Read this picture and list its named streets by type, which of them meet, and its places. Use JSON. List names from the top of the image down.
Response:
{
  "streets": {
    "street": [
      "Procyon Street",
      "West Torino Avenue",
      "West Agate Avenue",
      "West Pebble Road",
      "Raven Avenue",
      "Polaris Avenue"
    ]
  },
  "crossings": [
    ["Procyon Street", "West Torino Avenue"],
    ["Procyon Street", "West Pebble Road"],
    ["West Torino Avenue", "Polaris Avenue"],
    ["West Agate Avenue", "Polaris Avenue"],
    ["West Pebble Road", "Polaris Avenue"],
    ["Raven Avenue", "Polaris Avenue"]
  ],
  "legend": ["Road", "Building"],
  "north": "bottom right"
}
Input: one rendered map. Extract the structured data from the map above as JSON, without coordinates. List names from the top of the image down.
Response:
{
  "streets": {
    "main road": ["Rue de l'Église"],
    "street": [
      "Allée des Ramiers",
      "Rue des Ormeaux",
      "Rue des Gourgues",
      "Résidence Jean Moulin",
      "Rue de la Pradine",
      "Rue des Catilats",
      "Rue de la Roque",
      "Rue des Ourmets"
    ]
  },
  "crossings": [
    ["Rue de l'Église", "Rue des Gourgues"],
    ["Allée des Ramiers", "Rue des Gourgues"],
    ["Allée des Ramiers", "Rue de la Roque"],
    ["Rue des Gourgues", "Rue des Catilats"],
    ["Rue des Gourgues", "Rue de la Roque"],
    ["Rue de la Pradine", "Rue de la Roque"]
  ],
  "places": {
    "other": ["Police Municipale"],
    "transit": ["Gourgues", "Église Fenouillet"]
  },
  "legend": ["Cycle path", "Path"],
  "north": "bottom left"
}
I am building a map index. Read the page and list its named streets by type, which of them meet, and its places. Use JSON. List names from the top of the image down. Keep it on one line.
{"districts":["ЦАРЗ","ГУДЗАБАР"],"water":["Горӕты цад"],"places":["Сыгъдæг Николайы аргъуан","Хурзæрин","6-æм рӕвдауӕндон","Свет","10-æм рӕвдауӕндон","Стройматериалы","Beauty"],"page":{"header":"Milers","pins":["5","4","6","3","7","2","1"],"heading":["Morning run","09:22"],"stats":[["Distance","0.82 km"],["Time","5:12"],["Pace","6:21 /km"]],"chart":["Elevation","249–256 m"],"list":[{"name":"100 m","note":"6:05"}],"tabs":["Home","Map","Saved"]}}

* * * * * * * * *

WORK REQUEST: Retype the entries in full. Keep every line identical.

OUTPUT BELOW:
Read this picture and list its named streets by type, which of them meet, and its places. Use JSON. List names from the top of the image down.
Response:
{
  "streets": {
    "street": [
      "Procyon Street",
      "West Torino Avenue",
      "West Agate Avenue",
      "West Pebble Road",
      "Raven Avenue",
      "Polaris Avenue"
    ]
  },
  "crossings": [
    ["Procyon Street", "West Torino Avenue"],
    ["Procyon Street", "West Pebble Road"],
    ["West Torino Avenue", "Polaris Avenue"],
    ["West Agate Avenue", "Polaris Avenue"],
    ["West Pebble Road", "Polaris Avenue"],
    ["Raven Avenue", "Polaris Avenue"]
  ],
  "legend": ["Road", "Building"],
  "north": "bottom right"
}
Input: one rendered map. Extract the structured data from the map above as JSON, without coordinates. List names from the top of the image down.
Response:
{
  "streets": {
    "main road": ["Rue de l'Église"],
    "street": [
      "Allée des Ramiers",
      "Rue des Ormeaux",
      "Rue des Gourgues",
      "Résidence Jean Moulin",
      "Rue de la Pradine",
      "Rue des Catilats",
      "Rue de la Roque",
      "Rue des Ourmets"
    ]
  },
  "crossings": [
    ["Rue de l'Église", "Rue des Gourgues"],
    ["Allée des Ramiers", "Rue des Gourgues"],
    ["Allée des Ramiers", "Rue de la Roque"],
    ["Rue des Gourgues", "Rue des Catilats"],
    ["Rue des Gourgues", "Rue de la Roque"],
    ["Rue de la Pradine", "Rue de la Roque"]
  ],
  "places": {
    "other": ["Police Municipale"],
    "transit": ["Gourgues", "Église Fenouillet"]
  },
  "legend": ["Cycle path", "Path"],
  "north": "bottom left"
}
I am building a map index. Read the page and list its named streets by type, which of them meet, and its places. Use JSON. List names from the top of the image down. Keep it on one line.
{"districts":["ЦАРЗ","ГУДЗАБАР"],"water":["Горӕты цад"],"places":["Сыгъдæг Николайы аргъуан","Хурзæрин","6-æм рӕвдауӕндон","Свет","10-æм рӕвдауӕндон","Стройматериалы","Beauty"],"page":{"header":"Milers","pins":["5","4","6","3","7","2","1"],"heading":["Morning run","09:22"],"stats":[["Distance","0.82 km"],["Time","5:12"],["Pace","6:21 /km"]],"chart":["Elevation","249–256 m"],"list":[{"name":"100 m","note":"6:05"}],"tabs":["Home","Map","Saved"]}}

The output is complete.